> WHAT TO DO
Can you print every record below exactly as written?

═══ RECORDS FOR PROCESSING ═══

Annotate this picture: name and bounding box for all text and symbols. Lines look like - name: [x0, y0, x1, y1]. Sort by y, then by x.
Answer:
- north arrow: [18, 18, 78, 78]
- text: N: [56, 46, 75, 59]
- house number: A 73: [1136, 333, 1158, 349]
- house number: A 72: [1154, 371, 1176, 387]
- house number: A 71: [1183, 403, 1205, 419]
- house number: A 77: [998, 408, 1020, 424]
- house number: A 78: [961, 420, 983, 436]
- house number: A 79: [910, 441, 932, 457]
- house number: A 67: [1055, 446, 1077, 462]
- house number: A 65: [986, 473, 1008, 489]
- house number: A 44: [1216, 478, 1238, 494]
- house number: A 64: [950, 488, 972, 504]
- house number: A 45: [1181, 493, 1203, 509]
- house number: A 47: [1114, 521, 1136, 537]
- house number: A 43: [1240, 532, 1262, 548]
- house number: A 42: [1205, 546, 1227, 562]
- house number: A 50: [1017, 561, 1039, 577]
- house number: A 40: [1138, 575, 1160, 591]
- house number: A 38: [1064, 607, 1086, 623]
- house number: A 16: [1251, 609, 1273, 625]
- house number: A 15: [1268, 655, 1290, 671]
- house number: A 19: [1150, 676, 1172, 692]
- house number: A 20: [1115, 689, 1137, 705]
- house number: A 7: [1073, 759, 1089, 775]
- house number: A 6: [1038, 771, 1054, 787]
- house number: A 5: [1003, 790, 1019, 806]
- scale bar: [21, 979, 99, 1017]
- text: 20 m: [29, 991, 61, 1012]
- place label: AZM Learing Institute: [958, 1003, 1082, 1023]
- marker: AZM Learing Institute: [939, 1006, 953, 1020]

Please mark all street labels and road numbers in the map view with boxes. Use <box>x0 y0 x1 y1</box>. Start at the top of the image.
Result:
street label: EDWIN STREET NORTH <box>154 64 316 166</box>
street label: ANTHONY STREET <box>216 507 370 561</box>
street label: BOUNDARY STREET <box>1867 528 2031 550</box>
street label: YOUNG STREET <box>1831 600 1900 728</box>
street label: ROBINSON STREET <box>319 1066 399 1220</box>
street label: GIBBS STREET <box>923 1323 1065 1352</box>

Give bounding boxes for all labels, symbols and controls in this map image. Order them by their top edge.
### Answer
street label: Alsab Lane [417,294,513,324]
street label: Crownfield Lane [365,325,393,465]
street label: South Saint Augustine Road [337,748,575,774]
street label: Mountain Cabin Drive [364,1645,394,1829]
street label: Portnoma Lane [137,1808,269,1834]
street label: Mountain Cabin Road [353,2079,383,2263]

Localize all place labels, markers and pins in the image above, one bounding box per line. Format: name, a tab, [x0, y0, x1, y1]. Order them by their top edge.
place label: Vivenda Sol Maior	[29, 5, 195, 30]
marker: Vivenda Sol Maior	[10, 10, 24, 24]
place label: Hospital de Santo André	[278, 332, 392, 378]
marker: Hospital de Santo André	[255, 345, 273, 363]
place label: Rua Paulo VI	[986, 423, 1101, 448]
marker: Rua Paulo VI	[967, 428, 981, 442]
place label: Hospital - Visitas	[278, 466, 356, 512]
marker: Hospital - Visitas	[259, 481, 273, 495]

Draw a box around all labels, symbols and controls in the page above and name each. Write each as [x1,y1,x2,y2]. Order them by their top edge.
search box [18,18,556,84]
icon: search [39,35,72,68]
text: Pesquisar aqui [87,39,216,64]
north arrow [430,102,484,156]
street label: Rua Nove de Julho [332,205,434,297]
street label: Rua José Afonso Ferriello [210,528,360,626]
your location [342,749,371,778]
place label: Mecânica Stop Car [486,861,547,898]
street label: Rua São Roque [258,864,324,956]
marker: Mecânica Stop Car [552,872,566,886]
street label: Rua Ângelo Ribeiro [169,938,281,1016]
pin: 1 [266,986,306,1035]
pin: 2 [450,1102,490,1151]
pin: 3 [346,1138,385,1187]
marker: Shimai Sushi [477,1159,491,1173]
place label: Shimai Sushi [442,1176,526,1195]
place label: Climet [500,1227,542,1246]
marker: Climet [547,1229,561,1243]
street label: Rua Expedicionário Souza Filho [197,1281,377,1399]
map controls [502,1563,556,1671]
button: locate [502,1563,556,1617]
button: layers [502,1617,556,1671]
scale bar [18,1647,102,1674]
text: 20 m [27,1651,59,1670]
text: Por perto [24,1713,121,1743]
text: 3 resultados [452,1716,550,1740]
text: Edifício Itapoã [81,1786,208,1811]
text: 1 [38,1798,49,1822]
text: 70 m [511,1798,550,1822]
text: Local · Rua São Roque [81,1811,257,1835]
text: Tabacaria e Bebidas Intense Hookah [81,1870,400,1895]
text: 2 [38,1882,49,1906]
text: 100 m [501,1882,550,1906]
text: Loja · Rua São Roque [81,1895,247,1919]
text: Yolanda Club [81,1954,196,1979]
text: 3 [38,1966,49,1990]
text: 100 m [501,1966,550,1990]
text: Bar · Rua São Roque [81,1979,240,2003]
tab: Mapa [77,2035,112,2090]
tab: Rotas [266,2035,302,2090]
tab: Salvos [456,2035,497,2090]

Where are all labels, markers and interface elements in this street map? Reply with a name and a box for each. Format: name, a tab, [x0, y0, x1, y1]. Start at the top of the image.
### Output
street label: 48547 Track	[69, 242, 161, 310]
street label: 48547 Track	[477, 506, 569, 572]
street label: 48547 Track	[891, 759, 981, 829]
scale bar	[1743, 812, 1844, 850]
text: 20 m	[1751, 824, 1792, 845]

═══

> WRITTEN ANSWER
Annotate this picture: name and bounding box for all text and symbols. Lines look like - name: [x0, y0, x1, y1]. Sort by y, then by x.
Answer:
- north arrow: [18, 18, 78, 78]
- text: N: [56, 46, 75, 59]
- house number: A 73: [1136, 333, 1158, 349]
- house number: A 72: [1154, 371, 1176, 387]
- house number: A 71: [1183, 403, 1205, 419]
- house number: A 77: [998, 408, 1020, 424]
- house number: A 78: [961, 420, 983, 436]
- house number: A 79: [910, 441, 932, 457]
- house number: A 67: [1055, 446, 1077, 462]
- house number: A 65: [986, 473, 1008, 489]
- house number: A 44: [1216, 478, 1238, 494]
- house number: A 64: [950, 488, 972, 504]
- house number: A 45: [1181, 493, 1203, 509]
- house number: A 47: [1114, 521, 1136, 537]
- house number: A 43: [1240, 532, 1262, 548]
- house number: A 42: [1205, 546, 1227, 562]
- house number: A 50: [1017, 561, 1039, 577]
- house number: A 40: [1138, 575, 1160, 591]
- house number: A 38: [1064, 607, 1086, 623]
- house number: A 16: [1251, 609, 1273, 625]
- house number: A 15: [1268, 655, 1290, 671]
- house number: A 19: [1150, 676, 1172, 692]
- house number: A 20: [1115, 689, 1137, 705]
- house number: A 7: [1073, 759, 1089, 775]
- house number: A 6: [1038, 771, 1054, 787]
- house number: A 5: [1003, 790, 1019, 806]
- scale bar: [21, 979, 99, 1017]
- text: 20 m: [29, 991, 61, 1012]
- place label: AZM Learing Institute: [958, 1003, 1082, 1023]
- marker: AZM Learing Institute: [939, 1006, 953, 1020]

Please mark all street labels and road numbers in the map view with boxes. Use <box>x0 y0 x1 y1</box>. Start at the top of the image.
Result:
street label: EDWIN STREET NORTH <box>154 64 316 166</box>
street label: ANTHONY STREET <box>216 507 370 561</box>
street label: BOUNDARY STREET <box>1867 528 2031 550</box>
street label: YOUNG STREET <box>1831 600 1900 728</box>
street label: ROBINSON STREET <box>319 1066 399 1220</box>
street label: GIBBS STREET <box>923 1323 1065 1352</box>

Give bounding boxes for all labels, symbols and controls in this map image. Order them by their top edge.
### Answer
street label: Alsab Lane [417,294,513,324]
street label: Crownfield Lane [365,325,393,465]
street label: South Saint Augustine Road [337,748,575,774]
street label: Mountain Cabin Drive [364,1645,394,1829]
street label: Portnoma Lane [137,1808,269,1834]
street label: Mountain Cabin Road [353,2079,383,2263]

Localize all place labels, markers and pins in the image above, one bounding box per line. Format: name, a tab, [x0, y0, x1, y1]. Order them by their top edge.
place label: Vivenda Sol Maior	[29, 5, 195, 30]
marker: Vivenda Sol Maior	[10, 10, 24, 24]
place label: Hospital de Santo André	[278, 332, 392, 378]
marker: Hospital de Santo André	[255, 345, 273, 363]
place label: Rua Paulo VI	[986, 423, 1101, 448]
marker: Rua Paulo VI	[967, 428, 981, 442]
place label: Hospital - Visitas	[278, 466, 356, 512]
marker: Hospital - Visitas	[259, 481, 273, 495]

Draw a box around all labels, symbols and controls in the page above and name each. Write each as [x1,y1,x2,y2]. Order them by their top edge.
search box [18,18,556,84]
icon: search [39,35,72,68]
text: Pesquisar aqui [87,39,216,64]
north arrow [430,102,484,156]
street label: Rua Nove de Julho [332,205,434,297]
street label: Rua José Afonso Ferriello [210,528,360,626]
your location [342,749,371,778]
place label: Mecânica Stop Car [486,861,547,898]
street label: Rua São Roque [258,864,324,956]
marker: Mecânica Stop Car [552,872,566,886]
street label: Rua Ângelo Ribeiro [169,938,281,1016]
pin: 1 [266,986,306,1035]
pin: 2 [450,1102,490,1151]
pin: 3 [346,1138,385,1187]
marker: Shimai Sushi [477,1159,491,1173]
place label: Shimai Sushi [442,1176,526,1195]
place label: Climet [500,1227,542,1246]
marker: Climet [547,1229,561,1243]
street label: Rua Expedicionário Souza Filho [197,1281,377,1399]
map controls [502,1563,556,1671]
button: locate [502,1563,556,1617]
button: layers [502,1617,556,1671]
scale bar [18,1647,102,1674]
text: 20 m [27,1651,59,1670]
text: Por perto [24,1713,121,1743]
text: 3 resultados [452,1716,550,1740]
text: Edifício Itapoã [81,1786,208,1811]
text: 1 [38,1798,49,1822]
text: 70 m [511,1798,550,1822]
text: Local · Rua São Roque [81,1811,257,1835]
text: Tabacaria e Bebidas Intense Hookah [81,1870,400,1895]
text: 2 [38,1882,49,1906]
text: 100 m [501,1882,550,1906]
text: Loja · Rua São Roque [81,1895,247,1919]
text: Yolanda Club [81,1954,196,1979]
text: 3 [38,1966,49,1990]
text: 100 m [501,1966,550,1990]
text: Bar · Rua São Roque [81,1979,240,2003]
tab: Mapa [77,2035,112,2090]
tab: Rotas [266,2035,302,2090]
tab: Salvos [456,2035,497,2090]

Where are all labels, markers and interface elements in this street map? Reply with a name and a box for each. Format: name, a tab, [x0, y0, x1, y1]. Start at the top of the image.
### Output
street label: 48547 Track	[69, 242, 161, 310]
street label: 48547 Track	[477, 506, 569, 572]
street label: 48547 Track	[891, 759, 981, 829]
scale bar	[1743, 812, 1844, 850]
text: 20 m	[1751, 824, 1792, 845]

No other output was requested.